DATA TO USE —
:::
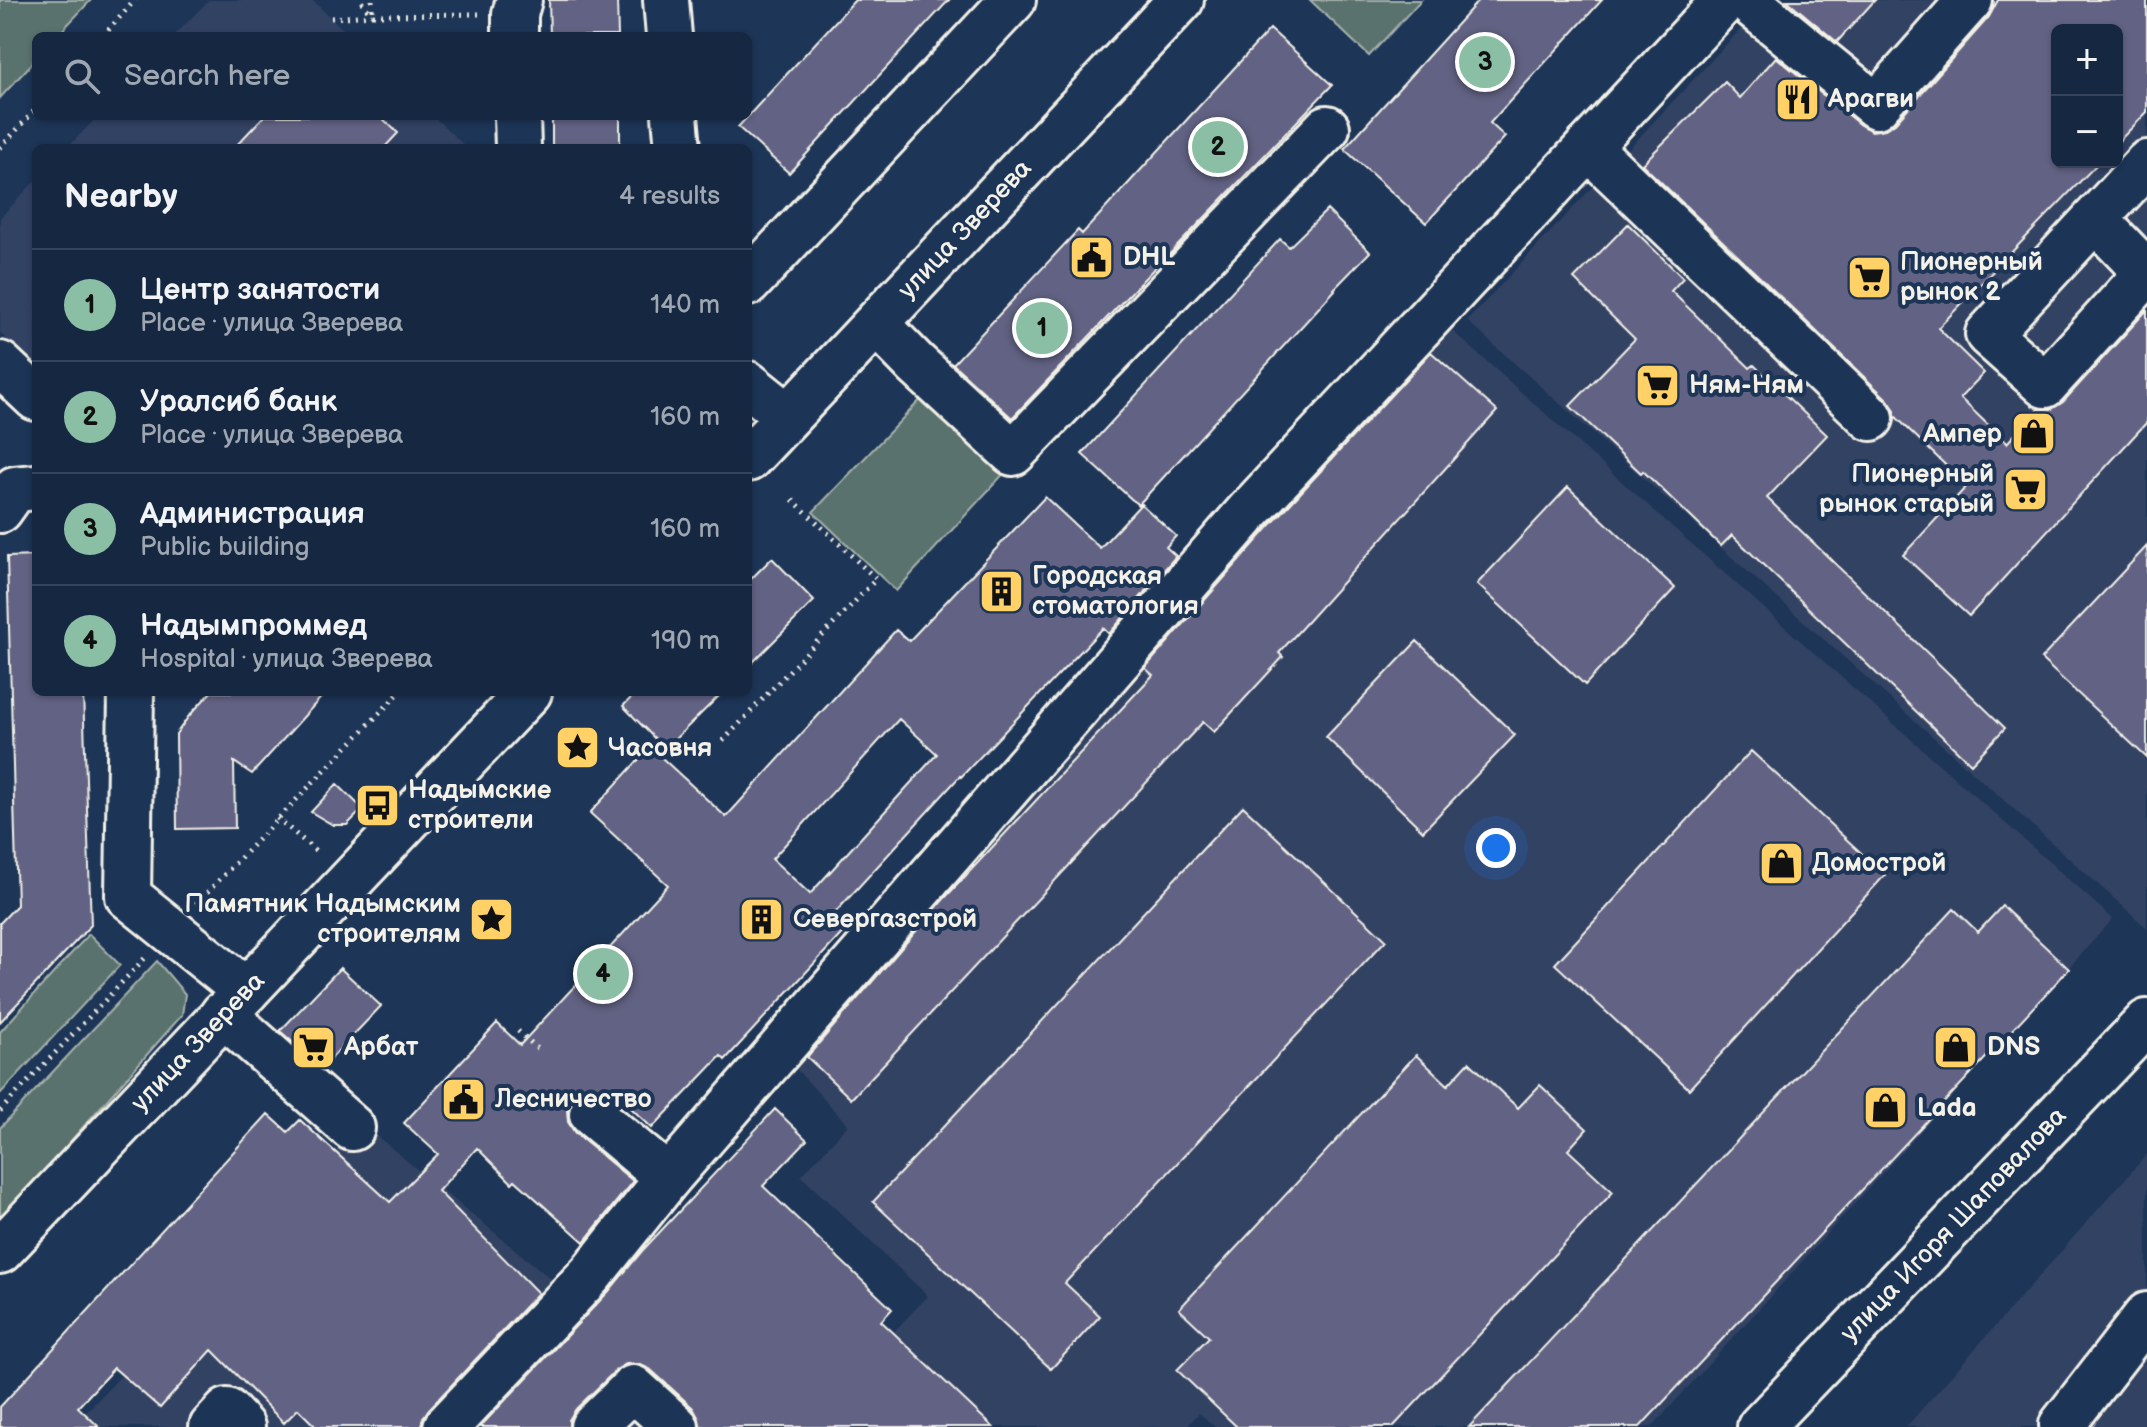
<!DOCTYPE html>
<meta charset="utf-8">
<style>
body{margin:0;font-family:"Balsamiq Sans",sans-serif;background:#1f3048;color:#f1f3f6}
.controls{position:absolute;right:24px;top:24px;display:grid;overflow:hidden;border-radius:12px;box-shadow:0 2px 6px #0004}
.controls button{width:72px;height:72px;display:grid;place-items:center;padding:0;border:0;border-bottom:2px solid #35445a;background:#162841;color:#f1f3f6;font:40px sans-serif}
.you{position:absolute;left:1496px;top:848px;width:28px;height:28px;margin:-20px;border:6px solid #fff;border-radius:50%;background:#1a73e8;box-shadow:0 0 0 12px #1a73e833}
.badge{display:grid;place-items:center;width:52px;height:52px;border-radius:50%;background:#8abfa5;color:#111;font-size:26px;font-weight:700}
.pin{position:absolute;translate:-50% -50%;border:4px solid #fff;box-shadow:0 2px 8px #0006}
.list{margin:0;padding:0;list-style:none}
h2{display:flex;justify-content:space-between;align-items:center;height:104px;margin:0;padding:0 32px;font-size:34px}
h2 small{font-size:26px;font-weight:400;color:#9ea6b1}
.list li{display:grid;grid-template-columns:52px 1fr auto;gap:24px;align-items:center;box-sizing:border-box;height:112px;padding:0 32px;border-top:2px solid #35445a}
.list b{display:block;font-size:30px;white-space:nowrap}
.list p{margin:0;font-size:26px;white-space:nowrap;color:#9ea6b1}
.list em{font-size:26px;font-style:normal;color:#9ea6b1}
.icon{flex:none;width:44px;height:44px;fill:none;stroke:currentColor;stroke-width:2;stroke-linecap:round;stroke-linejoin:round}
.map{position:relative;flex:none;width:2147px;height:1427px;overflow:hidden}
.search{position:absolute;background:#162841;box-shadow:0 2px 6px #0004;left:32px;top:32px;width:720px;height:88px;display:flex;align-items:center;gap:20px;box-sizing:border-box;padding:0 28px;border-radius:12px;color:#9ea6b1;font-size:30px}
.panel{position:absolute;background:#162841;box-shadow:0 2px 6px #0004;left:32px;top:144px;width:720px;height:552px;border-radius:12px}
.map>svg:first-child{display:block}
.built{fill:#324264;fill-rule:evenodd}
.green{fill:#5a726e;stroke:#a7b2ab;stroke-width:2}
.building{fill:#626284;stroke:#f4f1e8;stroke-width:2;fill-rule:evenodd}
.lines{fill:none;stroke-linecap:round;stroke-linejoin:round}
.minor-casing{stroke:#f4f1e8;stroke-width:50}
.path{stroke:#f4f1e8;stroke-width:5;stroke-dasharray:2 6;stroke-linecap:butt}
.minor{stroke:#1d3557;stroke-width:44}
.labels{text-anchor:middle;dominant-baseline:central;stroke-width:8;stroke-linejoin:round;paint-order:stroke}
.poi-label{font-size:26px;font-weight:bold;fill:#f4f1e8;stroke:#1d3557;text-anchor:start}
.street-label{font-size:26px;fill:#f4f1e8;stroke:#1d3557}
</style>
<div class="map">
<svg width="2147" height="1427" viewBox="0 0 2147 1427">
<rect width="100%" height="100%" fill="#1d3557"/>
<filter id="ink" filterUnits="userSpaceOnUse"><feTurbulence type="fractalNoise" baseFrequency=".0125" numOctaves="2"/><feDisplacementMap in="SourceGraphic" scale="16" xChannelSelector="R" yChannelSelector="G"/><feConvolveMatrix kernelMatrix="1 2 1 2 8 2 1 2 1" color-interpolation-filters="sRGB"/></filter>
<g filter="url(#ink)">
<path class="built" d="M209,0H312L350,36H174Z
M1768,0H2147V928L1467,321ZM2057,30H2117V162H2057Z
M98,116H433L467,148H67Z
M36,180V368L0,333V218Z
M1429,310L2113,919L1652,1427H1215L1199,1413L1186,1427H72L362,1124L578,1301L639,1234L823,1405L928,1296L801,1176L848,1125L784,1056Z
M2147,1154V1427H1906Z"/>
<path class="green" d="M0,0H91L57,36H36V59L0,98Z
M1310,0H1421L1369,56Z
M925,395L1007,470L896,591L813,512Z
M89,934L120,965L0,1094V1032Z
M157,961L185,994L182,1015L0,1221V1128Z"/>
<path class="building" d="M549,0H617L618,36H550Z
M855,0H949L789,173L738,127Z
M1479,0H1602L1490,123L1505,137L1426,223L1344,149Z
M1787,0H1875L1837,42Z
M1998,0H2147V112L2117,143V30H2057V162H2099L1938,328L1984,373L1960,398L2007,443L2038,409H2052L2063,402L2147,310V422L1969,616L1903,555L1967,486L1895,416V410L1888,400L1642,164L1725,82L1740,98L1776,57L1860,125L1872,131L1885,129L1895,123L1989,17Z
M1270,29L1332,85L1162,262L1161,261L1012,418L953,364L1078,230L1082,234Z
M264,116H380L398,133L384,148H234Z
M552,116H620V148H552Z
M1327,210L1370,252L1334,289L1335,290L1138,505L1082,454L1280,239L1289,247Z
M1628,224L1683,278L1671,291L1750,368L1754,365L1827,435L1767,498L2005,728L1971,764L1732,535L1721,546L1643,471L1641,473L1570,406L1635,339L1574,279Z
M1431,352L1497,411L1279,653L1283,657L1214,732L1203,722L851,1099L807,1057L943,900L1153,675L1145,668L1268,528Z
M1568,487L1675,588L1585,685L1477,584Z
M1045,497L1100,548L1141,504L1176,536L1166,547L1176,556L1109,634L1103,628L961,777L960,776L833,915L847,928L725,1060L721,1056L652,1128L608,1086L603,1092L596,1089L584,1090L573,1097L567,1110L568,1122L575,1133L633,1181L584,1242L515,1180L512,1183L477,1148L438,1191L538,1293L428,1410L422,1420V1427H316L298,1409L284,1423L212,1350L160,1408L114,1368L78,1407L99,1427H0V1407L268,1114L288,1132L300,1120L390,1202L438,1154L404,1123L497,1023L520,1045L668,885L590,813L650,747L726,817L896,630L909,641ZM899,719L937,754L810,894L772,859Z
M2147,546V758L2041,659Z
M36,556V692H83L91,925L0,1022V923L17,905L7,557Z
M772,558L814,601L748,667V582Z
M1417,641L1515,735L1423,831L1326,737Z
M211,692H326L252,774L234,762L235,828L177,829L176,734L189,716Z
M637,692H723L665,749L623,706Z
M1751,751L1885,875L1689,1089L1555,964Z
M337,784L363,809L347,825H333L311,812Z
M1243,806L1386,940L1065,1283L1100,1316L1051,1369L873,1202Z
M2002,906L2069,969L1640,1427H1469L1954,909L1978,932Z
M340,968L381,1006L322,1068L280,1031Z
M1416,1055L1448,1085L1469,1062L1518,1108L1540,1085L1587,1129L1568,1150L1613,1192L1393,1427H1237L1177,1370L1209,1337L1179,1309Z
M775,1109L807,1140L763,1186L892,1309L881,1321L993,1427H700L699,1419L693,1408L650,1369L638,1364H626L616,1370L576,1409L569,1420V1427H480L609,1291L642,1251Z"/>
<g class="lines">
<defs>
<g id="minor">
<path d="M666,0L669,36"/>
<path d="M1746,0L1876,106L1970,0"/>
<path d="M515,36V14L519,0"/>
<path d="M517,116L518,148"/>
<path d="M675,116L678,148"/>
<path d="M1588,147L1871,418"/>
<path d="M2095,219L2147,273L2045,385L1988,334L2147,163"/>
<path d="M748,283L1013,0"/>
<path d="M877,324L916,364L1013,453L1327,128"/>
<path d="M0,364L36,398"/>
<path d="M748,384L788,416"/>
<path id="s1" d="M748,459L1181,0"/>
<path d="M0,510L15,489L36,487"/>
<path d="M131,692L128,896L246,991"/>
<path d="M223,1014L352,1128"/>
<path d="M592,1114L668,1178"/>
<path id="s2" d="M0,1251L529,692"/>
<path d="M212,1427L227,1411L242,1427"/>
<path d="M446,1427L591,1274L668,1178L1249,511L1725,0"/>
<path d="M593,1427L633,1388L676,1427"/>
<path id="s3" d="M1760,1427L2147,1022"/>
<path d="M2064,1427L2062,1425L2147,1315"/>
</g>
</defs>
<use href="#minor" class="minor-casing"/>
<path class="path" d="M372,0V15L480,14
M331,18L372,15L360,0
M103,36L135,0
M0,148L36,109
M723,741L876,579L792,499
M277,818L317,852
M196,904L400,692
M518,1031L538,1049
M0,1111L145,958"/>
<use href="#minor" class="minor"/>
</g>
</g>
<defs>
<symbol id="restaurant-square" viewBox="-11 -11 22 22"><rect x="-9" y="-9" width="18" height="18" rx="4" fill="#ffd166" stroke="#1d3557"/><path d="M-5-6h1v4h1v-4h1v4h1v-4h1v5L-1.5 .5V6h-2V.5L-5-1ZM5-6V6H3V1.5H1.5Q1.5-4 5-6Z" fill="#111"/></symbol>
<symbol id="civic-square" viewBox="-11 -11 22 22"><rect x="-9" y="-9" width="18" height="18" rx="4" fill="#ffd166" stroke="#1d3557"/><path d="M-.6-6.5H3V-4.5H.6V-3L4-1V1h2V6H-6V1h2V-1L-.6-3ZM-1.2 2.5V6h2.4V2.5Z" fill="#111"/></symbol>
<symbol id="supermarket-square" viewBox="-11 -11 22 22"><rect x="-9" y="-9" width="18" height="18" rx="4" fill="#ffd166" stroke="#1d3557"/><path d="M-6-5.5h2.5l.6 2H6L4.5 2H-2.5L-4.4-4H-6ZM-1.5 3.2a1.3 1.3 0 1 0 .1 0ZM3 3.2a1.3 1.3 0 1 0 .1 0Z" fill="#111"/></symbol>
<symbol id="shop-square" viewBox="-11 -11 22 22"><rect x="-9" y="-9" width="18" height="18" rx="4" fill="#ffd166" stroke="#1d3557"/><path d="M-5-2.5h2.3a2.7 3.5 0 0 1 5.4 0H5L5.5 6h-11ZM-1.5-2.5h3a1.5 2.3 0 0 0-3 0Z" fill="#111"/></symbol>
<symbol id="building-square" viewBox="-11 -11 22 22"><rect x="-9" y="-9" width="18" height="18" rx="4" fill="#ffd166" stroke="#1d3557"/><path d="M-4-6H4V6H1V3H-1V6H-4ZM-2.5-4.3h1.7v1.8h-1.7ZM.8-4.3h1.7v1.8H.8ZM-2.5-1h1.7V.8h-1.7ZM.8-1h1.7V.8H.8Z" fill="#111"/></symbol>
<symbol id="sight-square" viewBox="-11 -11 22 22"><rect x="-9" y="-9" width="18" height="18" rx="4" fill="#ffd166" stroke="#1d3557"/><path d="M0-6L1.8-2.2L6-1.7L2.9 1.2L3.7 5.4L0 3.3L-3.7 5.4L-2.9 1.2L-6-1.7L-1.8-2.2Z" fill="#111"/></symbol>
<symbol id="bus-square" viewBox="-11 -11 22 22"><rect x="-9" y="-9" width="18" height="18" rx="4" fill="#ffd166" stroke="#1d3557"/><path d="M-5-6H5V4H4V6H2V4H-2V6H-4V4H-5ZM-3.5-4V0h7V-4ZM-3.5 1.2v1.5H-2V1.2ZM2 1.2v1.5H3.5V1.2Z" fill="#111"/></symbol>
</defs>
<g fill-rule="evenodd">
<use href="#restaurant-square" x="1772" y="74" width="51" height="51"/>
<use href="#civic-square" x="1066" y="232" width="51" height="51"/>
<use href="#supermarket-square" x="1844" y="252" width="51" height="51"/>
<use href="#supermarket-square" x="1632" y="360" width="51" height="51"/>
<use href="#shop-square" x="2008" y="408" width="51" height="51"/>
<use href="#supermarket-square" x="2000" y="464" width="51" height="51"/>
<use href="#building-square" x="976" y="566" width="51" height="51"/>
<use href="#sight-square" x="552" y="722" width="51" height="51"/>
<use href="#bus-square" x="352" y="780" width="51" height="51"/>
<use href="#shop-square" x="1756" y="838" width="51" height="51"/>
<use href="#sight-square" x="466" y="894" width="51" height="51"/>
<use href="#building-square" x="736" y="894" width="51" height="51"/>
<use href="#supermarket-square" x="288" y="1022" width="51" height="51"/>
<use href="#shop-square" x="1930" y="1022" width="51" height="51"/>
<use href="#civic-square" x="438" y="1074" width="51" height="51"/>
<use href="#shop-square" x="1860" y="1082" width="51" height="51"/>
</g>
<g class="labels">
<g class="poi-label">
<text x="1828" y="99">Арагви</text>
<text x="1123" y="257">DHL</text>
<text x="1900" y="262">Пионерный<tspan x="1900" dy="30">рынок 2</tspan></text>
<text x="1689" y="385">Ням-Ням</text>
<text x="2002" y="434" text-anchor="end">Ампер</text>
<text x="1994" y="474" text-anchor="end">Пионерный<tspan x="1994" dy="30">рынок старый</tspan></text>
<text x="1032" y="576">Городская<tspan x="1032" dy="30">стоматология</tspan></text>
<text x="608" y="748">Часовня</text>
<text x="408" y="790">Надымские<tspan x="408" dy="30">строители</tspan></text>
<text x="1812" y="863">Домострой</text>
<text x="461" y="904" text-anchor="end">Памятник Надымским<tspan x="461" dy="30">строителям</tspan></text>
<text x="793" y="919">Севергазстрой</text>
<text x="344" y="1047">Арбат</text>
<text x="1987" y="1047">DNS</text>
<text x="495" y="1099">Лесничество</text>
<text x="1917" y="1108">Lada</text>
</g>
<g class="street-label">
<text stroke="none"><textPath href="#s1" startOffset="316">улица Зверева</textPath></text>
<text stroke="none"><textPath href="#s2" startOffset="288">улица Зверева</textPath></text>
<text stroke="none"><textPath href="#s3" startOffset="280">улица Игоря Шаповалова</textPath></text>
</g>
</g>
</svg>
<div class="controls">
<button>+</button>
<button>−</button>
</div>
<div class="you"></div>
<div class="pin badge" style="left:1042px;top:328px">1</div>
<div class="pin badge" style="left:1218px;top:147px">2</div>
<div class="pin badge" style="left:1485px;top:62px">3</div>
<div class="pin badge" style="left:603px;top:974px">4</div>
<div class="search"><svg class="icon" aria-label="search" viewBox="0 0 24 24"><circle cx="10" cy="10" r="6"/><path d="M15 15l6 6"/></svg>Search here</div>
<section class="panel">
<h2>Nearby<small>4 results</small></h2>
<ul class="list">
<li><span class="badge">1</span><div><b>Центр занятости</b><p>Place · улица Зверева</p></div><em>140 m</em></li>
<li><span class="badge">2</span><div><b>Уралсиб банк</b><p>Place · улица Зверева</p></div><em>160 m</em></li>
<li><span class="badge">3</span><div><b>Администрация</b><p>Public building</p></div><em>160 m</em></li>
<li><span class="badge">4</span><div><b>Надымпроммед</b><p>Hospital · улица Зверева</p></div><em>190 m</em></li>
</ul>
</section>
</div>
:::
TASK DIRECTIONS — Could you work out how many lines in the records include "sight"? Answer with the number only.

ANSWER TO THE PROBLEM — 3